Violence, sex and rage: There’s nothing light about the folklore of eclipses
Joe Miranda prepares to snap a photo of the halo-ringed sun at the French Prairie Gardens and Family Farm in St. Paul, Ore., on Sunday.(Marcus Yam / Los Angeles Times)
Sofija Miranda, 11, peeks at the sun with protective eye gear at the French Prairie Gardens and Family Farm in St. Paul, Ore.(Marcus Yam / Los Angeles Times)
Jeff Thornton holds his daughter, Sammie, 4, so she can view the sun during their camping trip to French Prairie Gardens and Family Farm in St. Paul, Ore.(Marcus Yam / Los Angeles Times)
Joe Miranda tries out his solar-viewing glasses to catch a glimpse of a halo around the sun as his family camps at the French Prairie Gardens and Family Farm in St. Paul, Ore.(Marcus Yam / Los Angeles Times)
Richard Robohm and Lynn Edwards of Portland set up a sun shade at Peoria Gardens in Albany, Ore., for the total solar eclipse Monday.(Marcus Yam / Los Angeles Times)
It’s not just the skies that get dark when there’s a total solar eclipse. So do we.
On Monday, the United States will experience a total solar eclipse. Modern science explains that the sun disappears because the moon is passing in front of it. But before that, people had to come up with reasons for what was happening in the sky. Some of them weren’t exactly bedtime stories.
The lore of early eclipses often told us more about the people spinning the yarns than it did about the sun or the moon, said Anthony Aveni, author of “In the Shadow of the Moon: The Science, Magic, and Mystery of Solar Eclipses.”
“It’s not myth. It’s not science. It’s culture,” said Aveni, a professor of physics and sociology at Colgate University.
They are often morality tales to warn against everything from incest to lying, Aveni said. They could be quite bloody and scary — and thus make a good lesson. After all, what’s more unnerving than the sun disappearing in the middle of the day?
Here is a sampling of eclipse lore and history.
Perhaps the bloodiest eclipse story comes from India and “it’s not for the faint of heart,” said former planetarium director Mark Littmann of the University of Tennessee.
A demon named Rahu tried to steal the nectar of immortality from the gods, but the sun and the moon recognized him. Rahu started drinking the nectar when Vishnu threw a discus and it “sliced right through Rahu’s neck,” Littmann said. The nectar was still in Rahu’s mouth but the rest of the body disappeared. So the immortal head would chase the sun and moon around the sky and “whenever it catches up with the sun and moon it takes a bite.” But because Rahu has no body, when he swallows the sun or moon, they soon reappear.

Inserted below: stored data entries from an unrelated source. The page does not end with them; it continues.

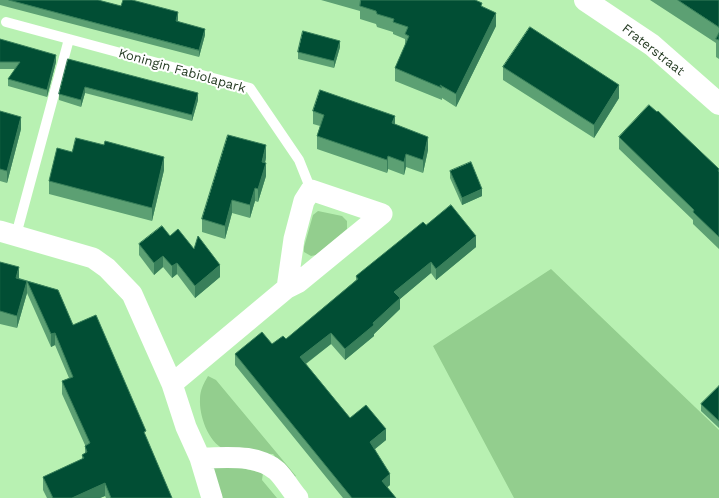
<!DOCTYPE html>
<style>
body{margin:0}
canvas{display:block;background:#b8f1b2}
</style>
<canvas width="719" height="498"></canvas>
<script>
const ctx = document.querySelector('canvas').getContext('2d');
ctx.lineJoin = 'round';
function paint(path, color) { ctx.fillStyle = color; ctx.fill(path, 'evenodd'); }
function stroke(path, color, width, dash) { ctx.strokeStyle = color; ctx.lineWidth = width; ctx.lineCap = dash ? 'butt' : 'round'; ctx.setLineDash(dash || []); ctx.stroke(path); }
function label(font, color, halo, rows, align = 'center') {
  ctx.font = font + ' "Work Sans",sans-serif'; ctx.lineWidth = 4; ctx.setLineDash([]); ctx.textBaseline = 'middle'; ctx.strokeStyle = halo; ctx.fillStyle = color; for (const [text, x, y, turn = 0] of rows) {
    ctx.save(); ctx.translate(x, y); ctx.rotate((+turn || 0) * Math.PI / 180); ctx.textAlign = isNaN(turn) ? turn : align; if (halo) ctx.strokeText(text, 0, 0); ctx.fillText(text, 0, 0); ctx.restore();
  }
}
const green = new Path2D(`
 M318,211L342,216L347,221V229L316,255L311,256L304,252V247L313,215Z
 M551,269L719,430V498H514L433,346Z
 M208,376L216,380L296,476L293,478L273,454C259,453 237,454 224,449C208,442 199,415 200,399C200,390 204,383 208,376Z
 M220,463L263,473L262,480L277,498H223L213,475L214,466Z`);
const service = new Path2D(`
 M6,22L250,88L299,160L311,190
 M16,235L69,39`);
const minor = new Path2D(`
 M0,231L93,258L107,268L132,294L172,384
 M287,288L294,239L304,201L311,190L382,214L299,282L287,288L172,384L186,427L200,458C226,458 256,453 277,471C285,479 291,490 298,498
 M200,458L212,498`);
const tertiary = new Path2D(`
 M585,0L652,45L719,104`);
const wall = new Path2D(`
 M0,0H98L121,6L178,19V21L205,35L199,57L0,5Z
 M321,0H475L482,7L496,26L456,107L442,98V100L395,81V68L405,46V39L393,34V32L377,27L376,24L360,19V11Z
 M650,0H719V59L716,57V43Z
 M0,39L56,62L47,97L8,86V79L15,69H0Z
 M340,47L334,68L298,59V52Z
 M68,59L198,100L192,121L85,93L81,107L59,100V94Z
 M503,67L619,98L594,138L503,80Z
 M0,111L21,129L7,183L0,181Z
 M313,111L395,124L428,150L423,173L406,167L404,175L388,169L387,173L317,149V136L320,126L313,124Z
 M619,137L719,169V249L693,224V220L619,149Z
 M72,152L164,170L152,221L49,194V181Z
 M266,158L265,163L266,176L258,202L255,201L250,218L232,213L225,239L202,232V219Z
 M450,171L482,196L462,205L450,178Z
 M426,225L476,247L436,280L431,273L400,299V309L374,334V336L345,360L331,344L306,364L350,418L386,440L375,449L390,485L387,487L396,498H343L235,365V354L272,344L286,339L356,280V276Z
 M170,236L194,249L220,277L195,298L177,274L172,278L163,267L154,275L139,255V244Z
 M0,262L19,278L58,290L73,325L146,437L172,498H106L105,496L100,498H47L43,490V477L82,459V455L85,453V445L62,394V381L69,378L55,345L51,347L27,293L17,328L0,324Z
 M719,387V428L701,411V404Z`);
const shadedWall = new Path2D(`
 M178,12V19L176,27V21Z
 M496,13V26L456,107V94Z
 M205,29V35L199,57V50Z
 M340,41V47L334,68V61Z
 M56,55V62L47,97V90Z
 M619,85V98L594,138V125Z
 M85,87V93L81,107V100Z
 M198,93V100L192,121V115Z
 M395,116V129L392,123Z
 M21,117V129L7,183V171Z
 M428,137V150L423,173V160Z
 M266,145V158L262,175V162Z
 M406,154V167L404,175V162Z
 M388,156V169L387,173V160Z
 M164,157V170L152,221V208Z
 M266,163V176L258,202V189Z
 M255,188V201L250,218V205Z
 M482,189V196L462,205V198Z
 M232,200V213L225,239V226Z
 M476,236V247L436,280V269Z
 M163,256V267L154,275V263Z
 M431,262V273L400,299V309L374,334V336L345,360V349L373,323L394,292Z
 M177,263V274L172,278V266Z
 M220,265V277L195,298V286Z
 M19,267V279L16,278Z
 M27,281V293L17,328V316Z
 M55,333V345L51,347V334Z
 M331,333V344L300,368V357Z
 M386,429V440L370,453V442Z
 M390,474V485L382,492V481Z
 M105,483V496L100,498H72Z`);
const building = new Path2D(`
 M9,0H98L121,6L123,0H132L178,12L176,21L205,29L199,50Z
 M361,0H475L482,3L481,6L496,13L456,94L440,85L442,88L395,68L409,36L405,34L408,27L393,22L394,19L377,14L376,11L360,6Z
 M678,0H719V27Z
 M530,27L619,85L594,125L503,67Z
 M303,31L340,41L334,61L298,52Z
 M719,33V40L716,39Z
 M0,39L56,55L47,90L8,79L20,62H0Z
 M68,59L198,93L192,115L85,87L81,100L59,94Z
 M320,90L395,116L392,123L428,137L423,160L406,154L404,162L388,156L387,160L317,136L324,115L313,111Z
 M649,105L657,112L658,111L719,169L718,171L719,172V237L693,212L694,210L619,137Z
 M0,111L21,117L7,171L0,169Z
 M228,135L266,145L262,162L266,163L258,189L255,188L250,205L232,200L225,226L202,219Z
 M76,138L104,145L105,141L164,157L152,208L49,181L57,148L72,152Z
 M471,162L482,189L462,198L450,171Z
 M451,205L476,236L436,269L431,262L394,292L400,298L373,323L374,325L345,349L331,333L300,357L350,418L366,405L386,429L370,442L390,474L382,481L396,498H352L235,354L262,332L272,344L283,336L286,339L358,279L356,276L423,222L426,225Z
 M162,226L170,236L178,229L194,249L198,236L220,265L195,286L177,263L172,266L163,256L154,263L139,244Z
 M0,262L19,267L16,278L58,290L73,325L96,315L146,431L144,432L172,498H111L105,483L72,498H53L43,477L84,458L82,455L87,452L85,446L90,443L62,381L73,377L55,333L51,334L27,281L17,316L0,311Z
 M719,386V421L701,404Z`);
const streetNames = [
 ["Fraterstraat",653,50,38],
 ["Koningin Fabiolapark",182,71,16]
];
paint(green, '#93ce8e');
stroke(service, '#fff', 10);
stroke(minor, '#fff', 21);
stroke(tertiary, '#fff', 22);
paint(wall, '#5ca073');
paint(shadedWall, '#387f5a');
paint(building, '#014e34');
stroke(building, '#387f5a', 1);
label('13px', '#283e26', '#fff', streetNames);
</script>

German myth has the cold and lazy male moon, ignoring the fiery passionate female sun during the day most of the time, except for a few bits of passion during an eclipse. Then they’d squabble again and the sun would resume shining again, Littmann said. In western Africa, it’s the occasional and furtive rendezvous but this time between the male sun and female moon, with the couple modestly turning out the lights during an eclipse.
Because the sun disappears like a cookie being nibbled, eating myths abound. The Norse mythology says a wolf that took a bite out of the sun. Elsewhere it’s been a dog, dragon, bird and snake from the underworld. Often the beast would spit out the sun because it was too hot. End of eclipse.
Littmann described what might be the first case of California road rage. The Pomo Indians talked of a bear that was walking when it bumped into the sun. They fought about who was in the way, so the bear, in a fit of rage, bit the sun and kept eating until the moon came and saved the day.
Andean people used to speak of the moon whispering lies in the sun’s ear — the crescent in the eclipse. So they would bang drums and make dogs howl to alert the sun that “the moon is a liar and he’s lying to the sun” about the people of Earth, Aveni said.
An eclipse stopped the battle between the Lydians and the Medes more than 2,500 years ago, according to writings by the first Greek historian Herodotus. “Soldiers on both sides were so terrified they stopped fighting” and they made peace, with the daughter of the Lydian king marrying the sun of the Median king, Littmann said.
Tenskwatawa, a Shawnee prophet of the early 19th century, was trying to unite tribes in Indiana and Ohio. William Henry Harrison, then governor of the Indiana territory and later president, tried to belittle the efforts. He asked the prophet if he could perform miracles and challenged him to “cause the sun to stand still, the moon to alter its course, the rivers to cease to flow or the dead to rise from the graves.” Tenskwatawa knew of the June 16, 1806, eclipse and proclaimed he would blot out the sun and came out in full regalia. The sun went away temporarily, “which was very embarrassing for Harrison,” Littmann said.
Hundreds — and even thousands of — years ago, the Babylonians, the Mayans and the Chinese noticed a mathematical pattern for when eclipses showed up and started calculating them in advance. They noticed the eclipses return to a place after 18 years and 11 days, Littmann said. “If you could predict something it’s no longer scary,” he said.